McGlynn sang a somewhat different tune after he had his private audience with the pope.  Having gone in ready, willing, and able for a fight, he was taken completely off guard by Leo XIII’s pastoral style.  The pope’s manner of dealing with recalcitrant clergy and seminarians, honed to a fine point during his decades as Archbishop-Bishop of Perugia, was to calmly discuss matters and get the person who had fallen into error to realize his mistakes without having to make a direct accusation, and work with the offender to come to a mutually agreeable plan of correction of any faults.

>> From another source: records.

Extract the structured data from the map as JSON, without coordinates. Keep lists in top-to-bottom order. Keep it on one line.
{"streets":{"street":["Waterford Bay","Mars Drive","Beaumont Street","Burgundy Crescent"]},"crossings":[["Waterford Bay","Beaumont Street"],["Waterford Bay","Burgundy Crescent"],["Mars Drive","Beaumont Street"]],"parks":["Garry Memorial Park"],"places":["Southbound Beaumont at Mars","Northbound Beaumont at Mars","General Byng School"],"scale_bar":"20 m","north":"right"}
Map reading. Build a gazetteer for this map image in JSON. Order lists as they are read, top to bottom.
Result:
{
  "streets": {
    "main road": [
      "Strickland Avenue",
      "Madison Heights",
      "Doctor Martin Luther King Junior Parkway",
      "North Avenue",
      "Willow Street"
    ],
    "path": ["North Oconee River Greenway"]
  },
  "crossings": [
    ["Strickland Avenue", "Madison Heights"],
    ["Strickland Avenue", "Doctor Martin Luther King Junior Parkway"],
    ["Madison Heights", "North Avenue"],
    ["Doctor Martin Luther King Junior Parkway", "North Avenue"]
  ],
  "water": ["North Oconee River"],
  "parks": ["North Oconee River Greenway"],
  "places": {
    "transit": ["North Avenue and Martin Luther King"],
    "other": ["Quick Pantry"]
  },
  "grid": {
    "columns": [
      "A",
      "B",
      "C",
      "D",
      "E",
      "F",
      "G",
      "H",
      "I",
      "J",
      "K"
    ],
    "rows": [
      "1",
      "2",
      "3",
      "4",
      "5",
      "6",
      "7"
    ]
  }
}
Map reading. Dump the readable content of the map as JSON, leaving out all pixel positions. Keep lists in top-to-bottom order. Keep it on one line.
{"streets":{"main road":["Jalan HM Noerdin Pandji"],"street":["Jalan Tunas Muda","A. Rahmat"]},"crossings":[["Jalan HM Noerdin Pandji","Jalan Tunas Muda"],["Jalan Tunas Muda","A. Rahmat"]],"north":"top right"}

Reading between the lines of McGlynn’s own account of the interview, he at first attempted to bluster his way through, but kept coming up against the pope’s refusal to take the bait and condemn him.  Leo XIII asked him if he accepted the principle of private property, and McGlynn answered with an equivocation.  Obviously aware that McGlynn was lying to him, the pope changed the subject to the matter of obedience, where McGlynn was on even shakier ground.
Pope Leo XIII
Unable to get McGlynn to admit his faults (keep in mind that this is taken directly from McGlynn’s own account of the interview), Leo XIII asked him if he would prefer to be transferred out of New York.  McGlynn, knowing full well that no other American bishop would have him, refused on the grounds that all his friends were in New York.  Finally, with McGlynn having met the minimal conditions for lifting the excommunication, Leo XIII told him, “Well, you may abound in your own sense” (i.e., “Do as you think best”), and sent him home to New York.
McGlynn was now technically back in the Church, but Archbishop Corrigan did not consider him a priest in good standing and was not about to give him a parish assignment or any other position.  No longer newsworthy, the media stopped paying attention to McGlynn, and he went into seclusion for a couple of years.  He made a few speeches in support of George’s ideas and against Catholic schools (which he detested), but even his greatest admirers admitted that the fire seemed to have gone out of him.
Finally, after years of declaring that he would never recant, McGlynn made a full public retraction on Wednesday, December 19, 1894:
The Rev. Dr. Edward McGlynn has made a complete recantation.  He is no longer an apostle of the doctrines for preaching which he brought on himself the ban of excommunication from the Roman Catholic church. . . . Archbishop Corrigan will soon put him in charge of a parish. (“Parish for M’Glynn: He Recants and Will Soon Be Completely Forgiven,” Meriden Daily Republican, December 19, 1894, 3.)
Archbishop Corrigan
Again, McGlynn was excommunicated for disobedience, not for holding georgist views; a “friend of Dr. McGlynn” who misspoke slightly gave the above statement to a reporter.  Still, on Saturday, December 22, 1894, Corrigan assigned McGlynn to Saint Mary’s Parish in Newburg, New York, as rector.
McGlynn continued to ask for a parish assignment in New York City where he had made such a name for himself.  Corrigan, however, was not inclined to do so, and was strongly advised not to by Satolli, who had every reason to suspect that McGlynn’s repudiation of his georgist views had not been completely honest.  Satolli, in fact, said that if McGlynn mde an issue of the matter, that he, Satolli, would back Corrgian’s position to the hilt with the pope.
Satolli was probably right about McGlynn’s holding back.  The day before McGlynn died, he dictated a letter implying he had lied in his recantation in order to get a parish.